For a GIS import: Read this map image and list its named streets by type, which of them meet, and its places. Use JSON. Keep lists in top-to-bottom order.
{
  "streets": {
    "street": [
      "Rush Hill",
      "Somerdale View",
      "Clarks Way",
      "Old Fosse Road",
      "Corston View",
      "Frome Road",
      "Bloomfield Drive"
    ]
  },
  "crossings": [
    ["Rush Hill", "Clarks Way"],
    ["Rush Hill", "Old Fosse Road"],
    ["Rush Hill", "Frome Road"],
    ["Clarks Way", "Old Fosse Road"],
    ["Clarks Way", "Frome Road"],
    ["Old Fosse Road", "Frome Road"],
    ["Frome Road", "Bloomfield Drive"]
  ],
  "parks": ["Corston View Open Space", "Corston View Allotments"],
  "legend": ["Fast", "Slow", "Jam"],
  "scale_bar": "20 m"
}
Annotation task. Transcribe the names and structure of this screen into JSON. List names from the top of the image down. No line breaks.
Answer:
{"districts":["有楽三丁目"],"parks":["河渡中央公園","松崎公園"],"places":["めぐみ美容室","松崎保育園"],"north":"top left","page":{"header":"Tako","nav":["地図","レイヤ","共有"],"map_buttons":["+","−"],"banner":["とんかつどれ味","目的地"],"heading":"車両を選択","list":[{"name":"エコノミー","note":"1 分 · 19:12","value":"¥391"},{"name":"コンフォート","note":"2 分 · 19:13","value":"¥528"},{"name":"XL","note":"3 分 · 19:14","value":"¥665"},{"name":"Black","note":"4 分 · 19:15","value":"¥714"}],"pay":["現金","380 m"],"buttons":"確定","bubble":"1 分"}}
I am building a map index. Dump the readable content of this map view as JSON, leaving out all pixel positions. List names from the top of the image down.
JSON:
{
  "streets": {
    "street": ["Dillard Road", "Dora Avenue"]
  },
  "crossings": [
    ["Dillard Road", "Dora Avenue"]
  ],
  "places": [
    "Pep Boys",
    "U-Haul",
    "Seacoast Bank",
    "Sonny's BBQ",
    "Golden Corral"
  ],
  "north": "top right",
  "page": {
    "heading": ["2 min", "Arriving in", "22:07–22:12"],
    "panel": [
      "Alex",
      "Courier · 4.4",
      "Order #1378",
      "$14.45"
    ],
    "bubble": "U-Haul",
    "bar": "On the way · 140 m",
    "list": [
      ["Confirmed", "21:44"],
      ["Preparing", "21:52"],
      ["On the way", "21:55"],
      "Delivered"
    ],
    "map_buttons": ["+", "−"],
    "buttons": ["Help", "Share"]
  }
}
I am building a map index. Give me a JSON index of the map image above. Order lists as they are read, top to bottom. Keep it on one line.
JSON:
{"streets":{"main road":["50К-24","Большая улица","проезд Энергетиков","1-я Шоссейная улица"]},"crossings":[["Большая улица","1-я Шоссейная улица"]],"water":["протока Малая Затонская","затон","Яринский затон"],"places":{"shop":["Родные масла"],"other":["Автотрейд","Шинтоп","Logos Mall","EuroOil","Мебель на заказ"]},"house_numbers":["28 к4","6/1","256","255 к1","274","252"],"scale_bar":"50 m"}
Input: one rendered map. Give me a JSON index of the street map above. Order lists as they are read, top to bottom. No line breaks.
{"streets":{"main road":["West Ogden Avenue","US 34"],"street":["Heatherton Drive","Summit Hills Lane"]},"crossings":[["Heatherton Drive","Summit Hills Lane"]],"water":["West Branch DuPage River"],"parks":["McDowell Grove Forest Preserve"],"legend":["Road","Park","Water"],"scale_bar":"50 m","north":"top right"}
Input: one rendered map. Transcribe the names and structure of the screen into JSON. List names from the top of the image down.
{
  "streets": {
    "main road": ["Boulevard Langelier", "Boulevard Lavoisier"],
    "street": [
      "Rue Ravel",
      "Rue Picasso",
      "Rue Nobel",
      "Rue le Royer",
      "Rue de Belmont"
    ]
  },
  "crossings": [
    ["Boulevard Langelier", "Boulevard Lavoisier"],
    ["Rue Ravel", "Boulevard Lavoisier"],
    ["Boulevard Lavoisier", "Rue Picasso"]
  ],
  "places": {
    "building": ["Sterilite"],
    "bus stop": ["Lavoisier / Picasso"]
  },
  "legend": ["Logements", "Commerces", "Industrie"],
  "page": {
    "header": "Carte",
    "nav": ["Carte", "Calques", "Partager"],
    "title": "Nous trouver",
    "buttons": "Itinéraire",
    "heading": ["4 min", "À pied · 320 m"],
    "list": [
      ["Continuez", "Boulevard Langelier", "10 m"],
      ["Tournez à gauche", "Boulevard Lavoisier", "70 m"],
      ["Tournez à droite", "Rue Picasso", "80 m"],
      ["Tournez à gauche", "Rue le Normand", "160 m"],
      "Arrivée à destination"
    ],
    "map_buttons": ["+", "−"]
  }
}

**Required work:**
Only an exact copy of the data above will do.

**Response to this exercise:**
For a GIS import: Read this map image and list its named streets by type, which of them meet, and its places. Use JSON. Keep lists in top-to-bottom order.
{
  "streets": {
    "street": [
      "Rush Hill",
      "Somerdale View",
      "Clarks Way",
      "Old Fosse Road",
      "Corston View",
      "Frome Road",
      "Bloomfield Drive"
    ]
  },
  "crossings": [
    ["Rush Hill", "Clarks Way"],
    ["Rush Hill", "Old Fosse Road"],
    ["Rush Hill", "Frome Road"],
    ["Clarks Way", "Old Fosse Road"],
    ["Clarks Way", "Frome Road"],
    ["Old Fosse Road", "Frome Road"],
    ["Frome Road", "Bloomfield Drive"]
  ],
  "parks": ["Corston View Open Space", "Corston View Allotments"],
  "legend": ["Fast", "Slow", "Jam"],
  "scale_bar": "20 m"
}
Annotation task. Transcribe the names and structure of this screen into JSON. List names from the top of the image down. No line breaks.
Answer:
{"districts":["有楽三丁目"],"parks":["河渡中央公園","松崎公園"],"places":["めぐみ美容室","松崎保育園"],"north":"top left","page":{"header":"Tako","nav":["地図","レイヤ","共有"],"map_buttons":["+","−"],"banner":["とんかつどれ味","目的地"],"heading":"車両を選択","list":[{"name":"エコノミー","note":"1 分 · 19:12","value":"¥391"},{"name":"コンフォート","note":"2 分 · 19:13","value":"¥528"},{"name":"XL","note":"3 分 · 19:14","value":"¥665"},{"name":"Black","note":"4 分 · 19:15","value":"¥714"}],"pay":["現金","380 m"],"buttons":"確定","bubble":"1 分"}}
I am building a map index. Dump the readable content of this map view as JSON, leaving out all pixel positions. List names from the top of the image down.
JSON:
{
  "streets": {
    "street": ["Dillard Road", "Dora Avenue"]
  },
  "crossings": [
    ["Dillard Road", "Dora Avenue"]
  ],
  "places": [
    "Pep Boys",
    "U-Haul",
    "Seacoast Bank",
    "Sonny's BBQ",
    "Golden Corral"
  ],
  "north": "top right",
  "page": {
    "heading": ["2 min", "Arriving in", "22:07–22:12"],
    "panel": [
      "Alex",
      "Courier · 4.4",
      "Order #1378",
      "$14.45"
    ],
    "bubble": "U-Haul",
    "bar": "On the way · 140 m",
    "list": [
      ["Confirmed", "21:44"],
      ["Preparing", "21:52"],
      ["On the way", "21:55"],
      "Delivered"
    ],
    "map_buttons": ["+", "−"],
    "buttons": ["Help", "Share"]
  }
}
I am building a map index. Give me a JSON index of the map image above. Order lists as they are read, top to bottom. Keep it on one line.
JSON:
{"streets":{"main road":["50К-24","Большая улица","проезд Энергетиков","1-я Шоссейная улица"]},"crossings":[["Большая улица","1-я Шоссейная улица"]],"water":["протока Малая Затонская","затон","Яринский затон"],"places":{"shop":["Родные масла"],"other":["Автотрейд","Шинтоп","Logos Mall","EuroOil","Мебель на заказ"]},"house_numbers":["28 к4","6/1","256","255 к1","274","252"],"scale_bar":"50 m"}
Input: one rendered map. Give me a JSON index of the street map above. Order lists as they are read, top to bottom. No line breaks.
{"streets":{"main road":["West Ogden Avenue","US 34"],"street":["Heatherton Drive","Summit Hills Lane"]},"crossings":[["Heatherton Drive","Summit Hills Lane"]],"water":["West Branch DuPage River"],"parks":["McDowell Grove Forest Preserve"],"legend":["Road","Park","Water"],"scale_bar":"50 m","north":"top right"}
Input: one rendered map. Transcribe the names and structure of the screen into JSON. List names from the top of the image down.
{
  "streets": {
    "main road": ["Boulevard Langelier", "Boulevard Lavoisier"],
    "street": [
      "Rue Ravel",
      "Rue Picasso",
      "Rue Nobel",
      "Rue le Royer",
      "Rue de Belmont"
    ]
  },
  "crossings": [
    ["Boulevard Langelier", "Boulevard Lavoisier"],
    ["Rue Ravel", "Boulevard Lavoisier"],
    ["Boulevard Lavoisier", "Rue Picasso"]
  ],
  "places": {
    "building": ["Sterilite"],
    "bus stop": ["Lavoisier / Picasso"]
  },
  "legend": ["Logements", "Commerces", "Industrie"],
  "page": {
    "header": "Carte",
    "nav": ["Carte", "Calques", "Partager"],
    "title": "Nous trouver",
    "buttons": "Itinéraire",
    "heading": ["4 min", "À pied · 320 m"],
    "list": [
      ["Continuez", "Boulevard Langelier", "10 m"],
      ["Tournez à gauche", "Boulevard Lavoisier", "70 m"],
      ["Tournez à droite", "Rue Picasso", "80 m"],
      ["Tournez à gauche", "Rue le Normand", "160 m"],
      "Arrivée à destination"
    ],
    "map_buttons": ["+", "−"]
  }
}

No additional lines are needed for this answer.